Weil das Momentum da ist... und zwar so richtig. Was in den letzten Monaten rund um den Digital Independence Day passiert ist, haette ich im Januar nicht zu traeumen gewagt: Lokale Events, bei denen sich wildfremde Menschen gegenseitig beim Linux-Umstieg helfen, Fediverse-Einrichtungspartys, Leute, die ihre Eltern von Gmail wegholen und dabei auch noch Spass haben. Die Bewegung ist real und sie waechst nach dem Reiskorn-und-Schachbrett-Prinzip... jeder nimmt beim naechsten Mal einfach einen Menschen mit.

Aber jede Bewegung stoesst irgendwann an die Kompetenz-Wand. Die ersten Schritte, also E-Mail, Cloud und Browser, schaffen alle... die letzten Schritte, die eigene Infrastruktur, schaffen bisher nur die Nerds. Und wenn wir digitale Souveraenitaet wirklich ernst meinen, dann muss der letzte Schritt genauso einfach werden wie der erste, denn sonst bleibt Unabhaengigkeit ein Hobby fuer Leute mit Homelab... und das waere dann doch ein bisschen wenig.

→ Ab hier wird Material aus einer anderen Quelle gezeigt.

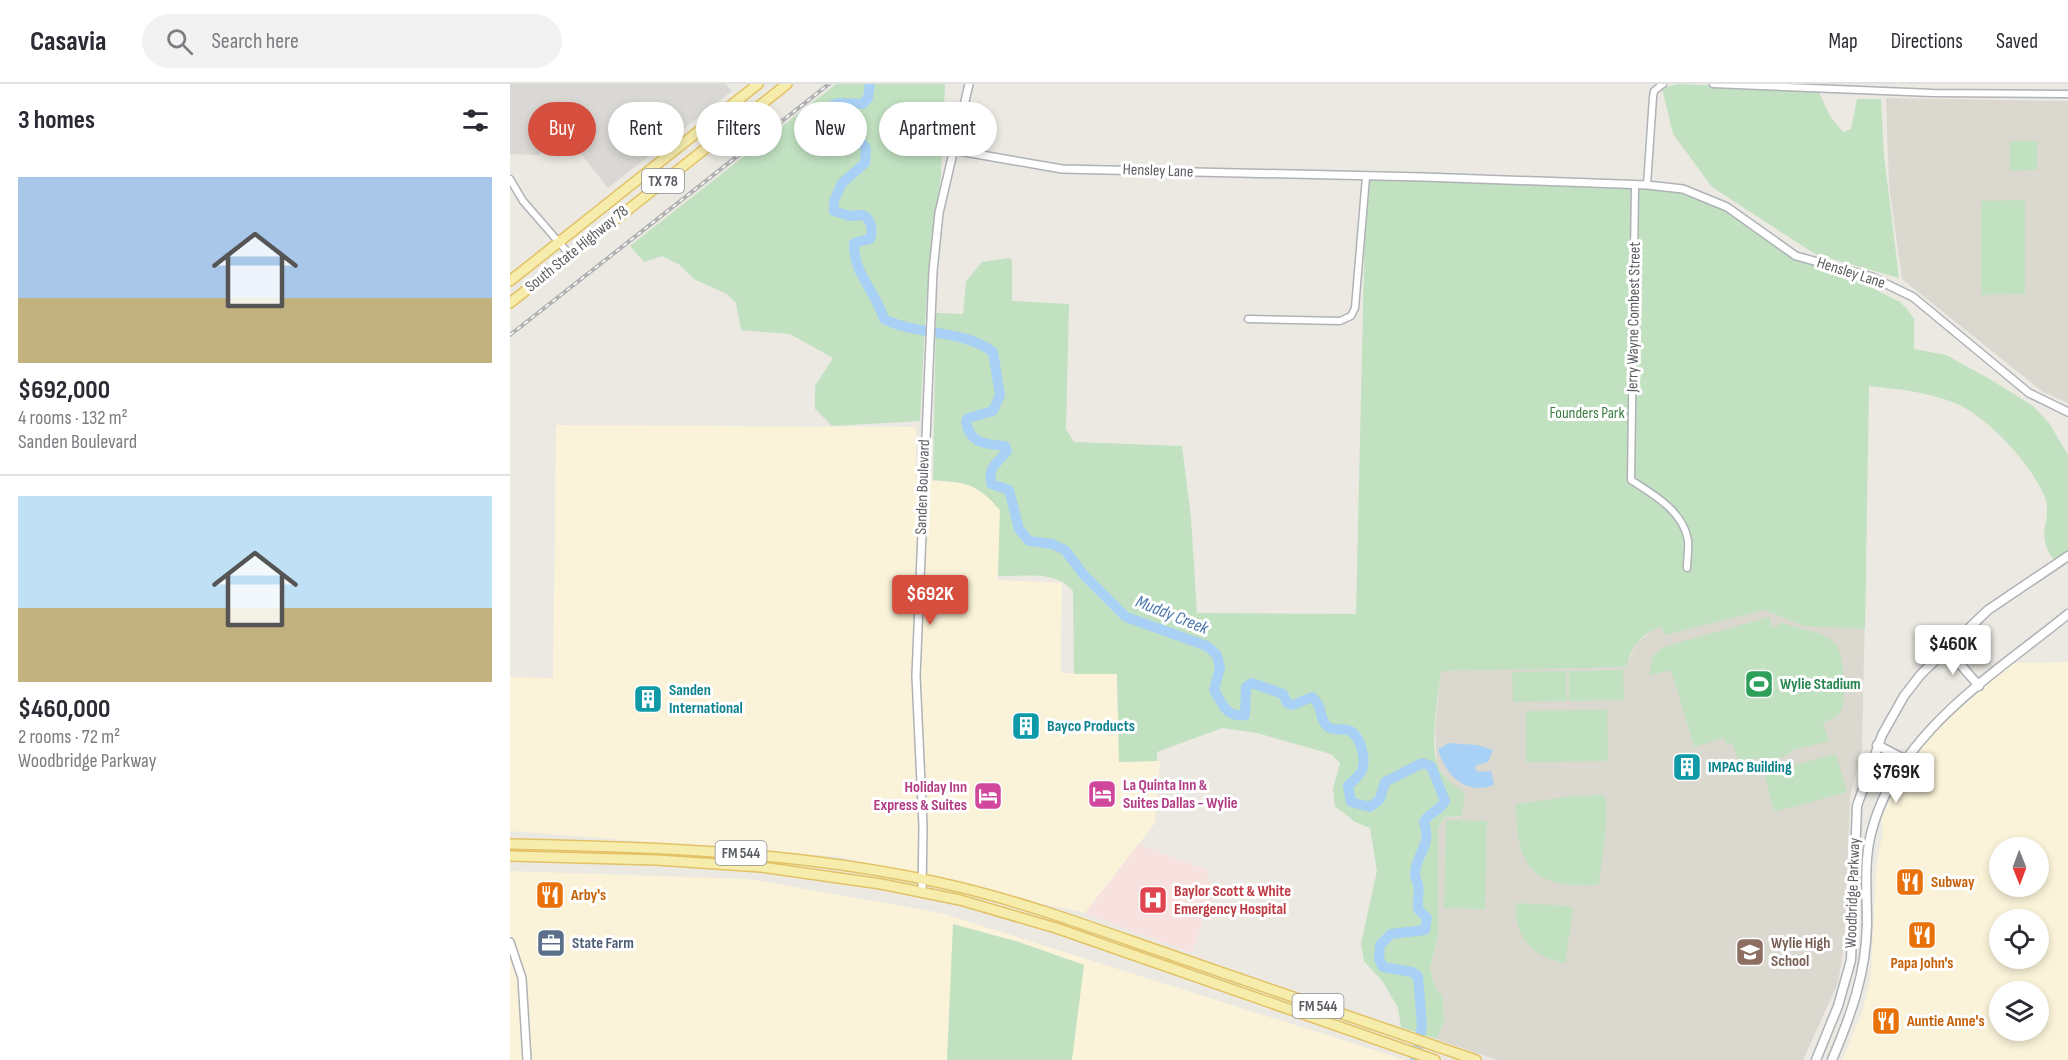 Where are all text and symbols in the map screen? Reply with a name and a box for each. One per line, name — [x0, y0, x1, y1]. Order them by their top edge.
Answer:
search box — [142, 14, 562, 68]
text: Casavia — [30, 25, 106, 58]
icon: search — [163, 25, 196, 58]
text: Search here — [211, 28, 299, 55]
text: Map — [1828, 29, 1858, 54]
text: Directions — [1891, 29, 1963, 54]
text: Saved — [1996, 29, 2038, 54]
chip: Buy — [528, 102, 596, 156]
chip: Rent — [608, 102, 684, 156]
chip: Filters — [696, 102, 782, 156]
chip: New — [794, 102, 867, 156]
chip: Apartment — [879, 102, 997, 156]
icon: filters — [459, 104, 492, 137]
text: 3 homes — [18, 105, 95, 136]
street label: Hensley Lane — [1122, 160, 1194, 182]
road number: TX 78 — [642, 169, 684, 193]
street label: South State Highway 78 — [522, 202, 632, 296]
icon: home — [201, 216, 309, 324]
street label: Jerry Wayne Combest Street — [1623, 242, 1645, 393]
street label: Hensley Lane — [1815, 253, 1887, 293]
text: $692,000 — [18, 375, 110, 406]
park label: Founders Park — [1549, 404, 1625, 423]
text: 4 rooms · 132 m² — [18, 406, 128, 430]
text: Sanden Boulevard — [18, 430, 137, 454]
street label: Sanden Boulevard — [912, 439, 934, 535]
icon: home — [201, 535, 309, 643]
pin: $692K — [888, 575, 972, 626]
text: $692K — [906, 582, 954, 606]
water label: Muddy Creek — [1133, 591, 1212, 639]
pin: $460K — [1911, 625, 1995, 676]
text: $460K — [1929, 632, 1977, 656]
sports icon: Wylie Stadium — [1743, 668, 1775, 700]
place label: Wylie Stadium — [1780, 675, 1861, 694]
place label: Sanden International — [669, 681, 743, 718]
building icon: Sanden International — [632, 683, 664, 715]
text: $460,000 — [18, 694, 111, 725]
building icon: Bayco Products — [1010, 710, 1042, 742]
place label: Bayco Products — [1047, 717, 1135, 736]
text: 2 rooms · 72 m² — [18, 725, 120, 749]
text: Woodbridge Parkway — [18, 749, 156, 773]
building icon: IMPAC Building — [1671, 751, 1703, 783]
pin: $769K — [1854, 753, 1938, 804]
place label: IMPAC Building — [1708, 758, 1792, 777]
text: $769K — [1872, 760, 1920, 784]
place label: La Quinta Inn & Suites Dallas - Wylie — [1123, 776, 1238, 813]
place label: Holiday Inn Express & Suites — [874, 778, 967, 815]
hotel icon: La Quinta Inn & Suites Dallas - Wylie — [1086, 778, 1118, 810]
hotel icon: Holiday Inn Express & Suites — [972, 780, 1004, 812]
street label: Woodbridge Parkway — [1842, 837, 1864, 949]
north arrow — [1989, 837, 2049, 897]
map controls — [1989, 837, 2049, 1041]
road number: FM 544 — [716, 841, 766, 865]
restaurant icon: Subway — [1894, 866, 1926, 898]
place label: Subway — [1931, 873, 1975, 892]
restaurant icon: Arby's — [534, 879, 566, 911]
place label: Baylor Scott & White Emergency Hospital — [1174, 882, 1291, 919]
hospital icon: Baylor Scott & White Emergency Hospital — [1137, 884, 1169, 916]
place label: Arby's — [570, 886, 606, 905]
button: locate — [1989, 909, 2049, 969]
restaurant icon: Papa John's — [1906, 919, 1938, 951]
office icon: State Farm — [535, 927, 567, 959]
place label: State Farm — [572, 934, 634, 953]
place label: Wylie High School — [1771, 934, 1830, 971]
school or university icon: Wylie High School — [1734, 936, 1766, 968]
place label: Papa John's — [1891, 954, 1954, 973]
button: layers — [1989, 981, 2049, 1041]
road number: FM 544 — [1292, 994, 1344, 1018]
restaurant icon: Auntie Anne's — [1870, 1005, 1902, 1037]
place label: Auntie Anne's — [1906, 1012, 1985, 1031] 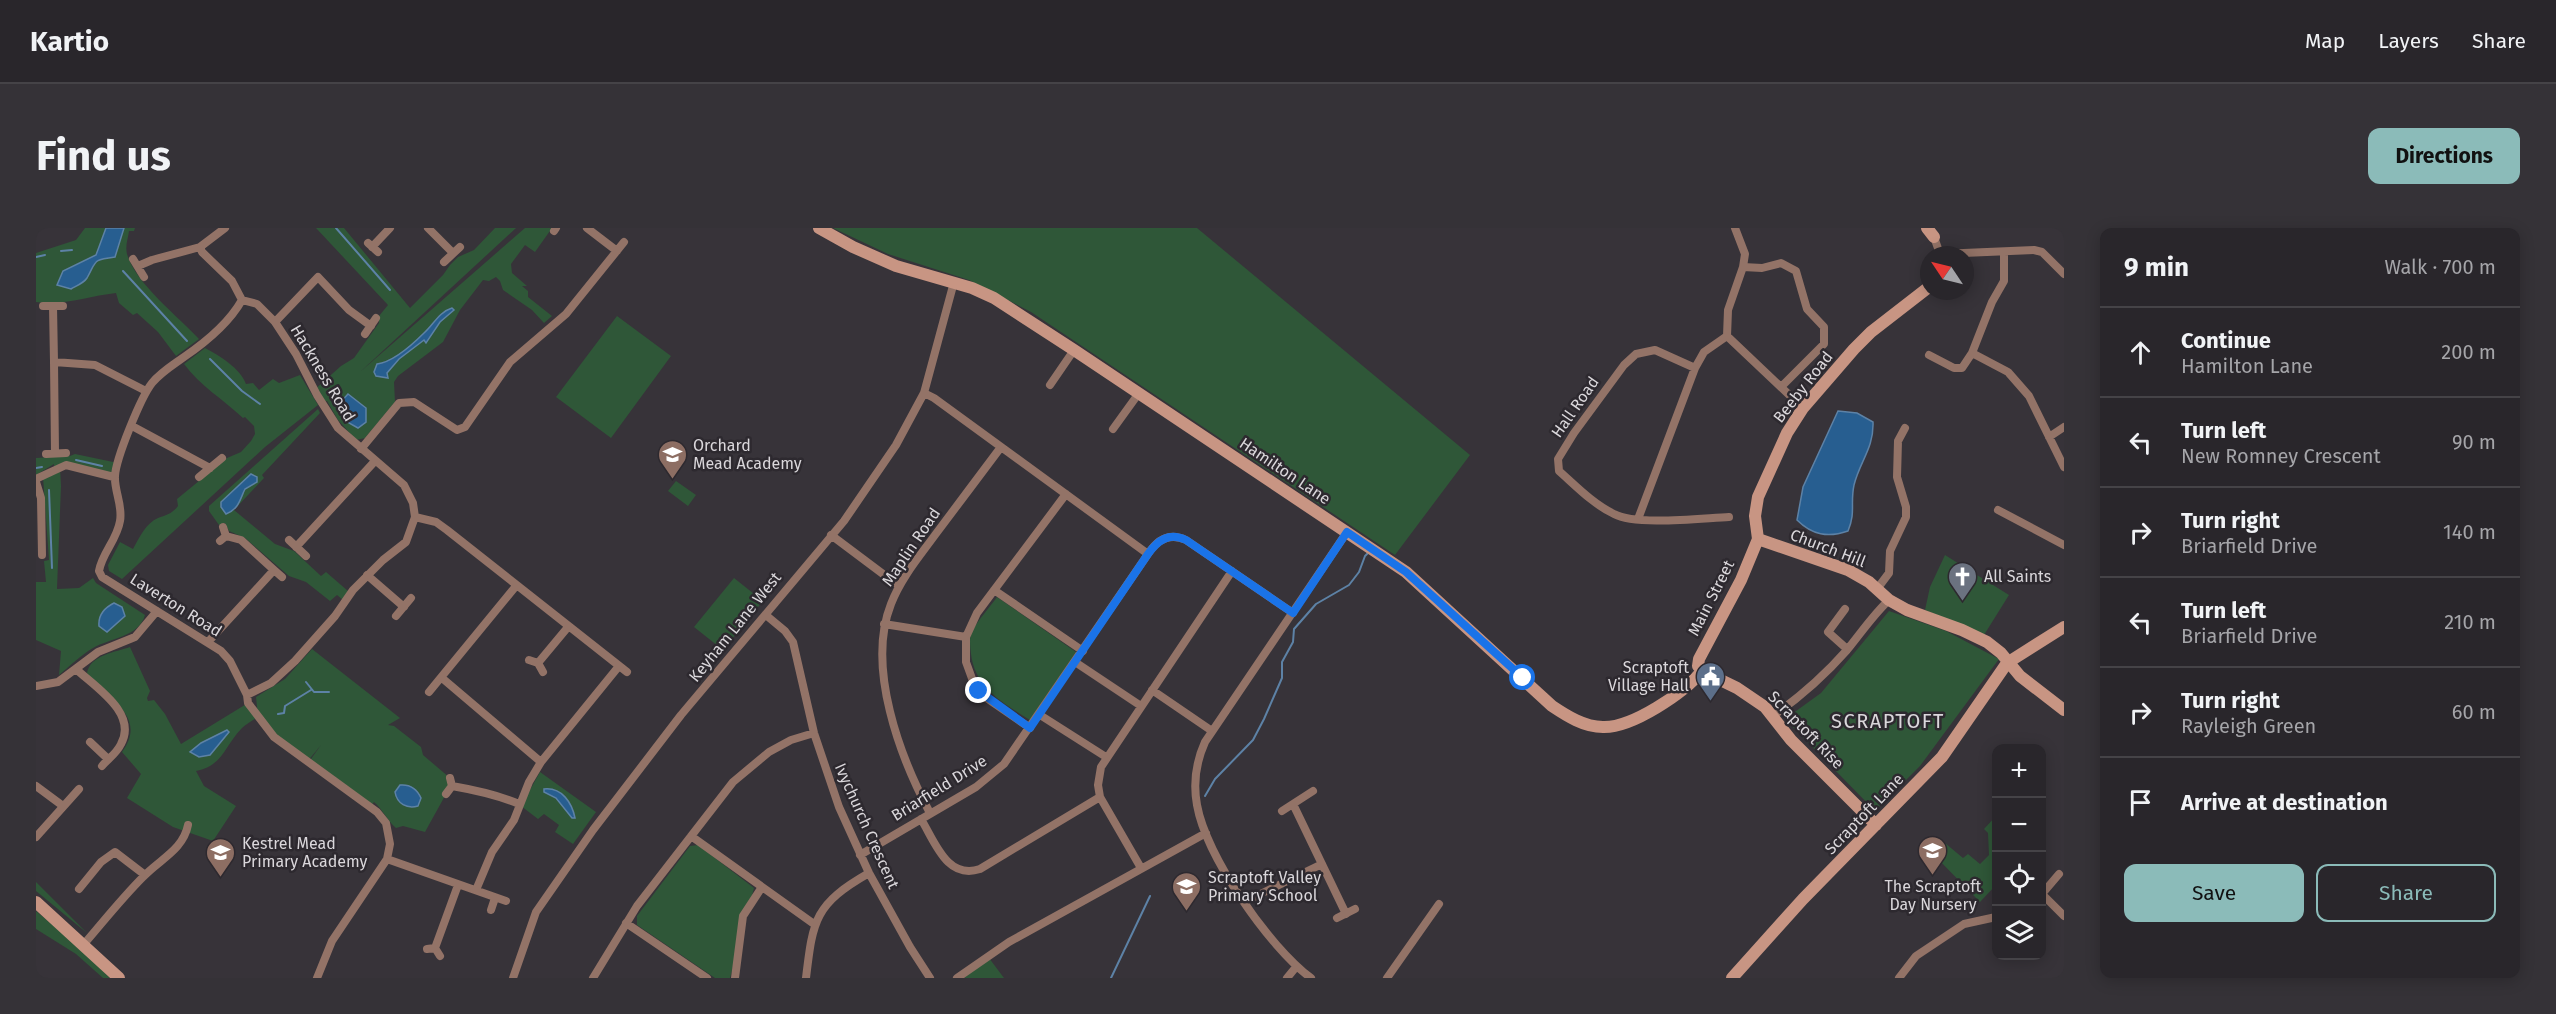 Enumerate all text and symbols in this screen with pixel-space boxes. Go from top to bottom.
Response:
text: Kartio [30,25,109,58]
text: Map [2305,28,2345,54]
text: Layers [2378,28,2439,54]
text: Share [2472,28,2526,54]
button: Directions [2368,128,2520,184]
text: Find us [36,131,171,181]
north arrow [1920,246,1974,300]
text: 9 min [2124,252,2189,283]
text: Walk · 700 m [2385,255,2496,279]
street label: Hackness Road [287,321,359,425]
text: Continue [2181,327,2271,354]
icon: ahead [2124,336,2157,369]
text: 200 m [2441,340,2496,364]
street label: Beeby Road [1769,347,1837,427]
text: Hamilton Lane [2181,354,2313,378]
street label: Hall Road [1547,373,1603,441]
text: Turn left [2181,417,2266,444]
icon: left [2124,426,2157,459]
text: 90 m [2452,430,2496,454]
street label: Hamilton Lane [1236,434,1334,508]
place label: Orchard Mead Academy [693,436,802,473]
school or university icon: Orchard Mead Academy [656,438,688,480]
text: New Romney Crescent [2181,444,2381,468]
street label: Maplin Road [878,504,944,590]
text: Turn right [2181,507,2280,534]
icon: right [2124,516,2157,549]
text: 140 m [2443,520,2496,544]
street label: Church Hill [1788,525,1869,571]
text: Briarfield Drive [2181,534,2317,558]
street label: Main Street [1684,557,1738,639]
church icon: All Saints [1947,560,1979,602]
place label: All Saints [1984,567,2051,586]
street label: Keyham Lane West [685,568,785,686]
street label: Laverton Road [127,569,225,641]
text: Turn left [2181,597,2266,624]
icon: left [2124,606,2157,639]
text: 210 m [2444,610,2496,634]
text: Briarfield Drive [2181,624,2317,648]
place label: Scraptoft Village Hall [1608,658,1689,695]
public building icon: Scraptoft Village Hall [1694,660,1726,702]
route start [1509,664,1535,690]
route end [965,677,991,703]
street label: Scraptoft Rise [1764,687,1848,773]
text: Turn right [2181,687,2280,714]
icon: right [2124,696,2157,729]
text: 60 m [2452,700,2496,724]
district label: SCRAPTOFT [1831,709,1945,733]
text: Rayleigh Green [2181,714,2316,738]
map controls [1992,744,2046,960]
button: + [1992,744,2046,798]
street label: Briarfield Drive [888,751,990,825]
street label: Ivychurch Crescent [831,760,903,892]
street label: Scraptoft Lane [1821,770,1907,858]
icon: arrive [2124,786,2157,819]
text: Arrive at destination [2181,789,2388,816]
button: − [1992,798,2046,852]
place label: Kestrel Mead Primary Academy [242,834,368,871]
school or university icon: The Scraptoft Day Nursery [1917,834,1949,876]
school or university icon: Kestrel Mead Primary Academy [205,836,237,878]
button: locate [1992,852,2046,906]
button: Save [2124,864,2304,922]
button: Share [2316,864,2496,922]
place label: Scraptoft Valley Primary School [1208,868,1321,905]
school or university icon: Scraptoft Valley Primary School [1171,870,1203,912]
place label: The Scraptoft Day Nursery [1885,877,1982,914]
button: layers [1992,906,2046,960]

Stellt euch kurz vor, in jedem zweiten Haushalt steht so eine Box. Millionen kleiner Instanzen statt drei grosser Silos... ein soziales Netz, das man nicht kaufen, nicht kapern und nicht abschalten kann, weil es niemandem gehoert und deshalb allen. Das ist keine Utopie, das ist Architektur. Man muss sie nur bauen!
Wo steht das Projekt... und was koennt ihr tun?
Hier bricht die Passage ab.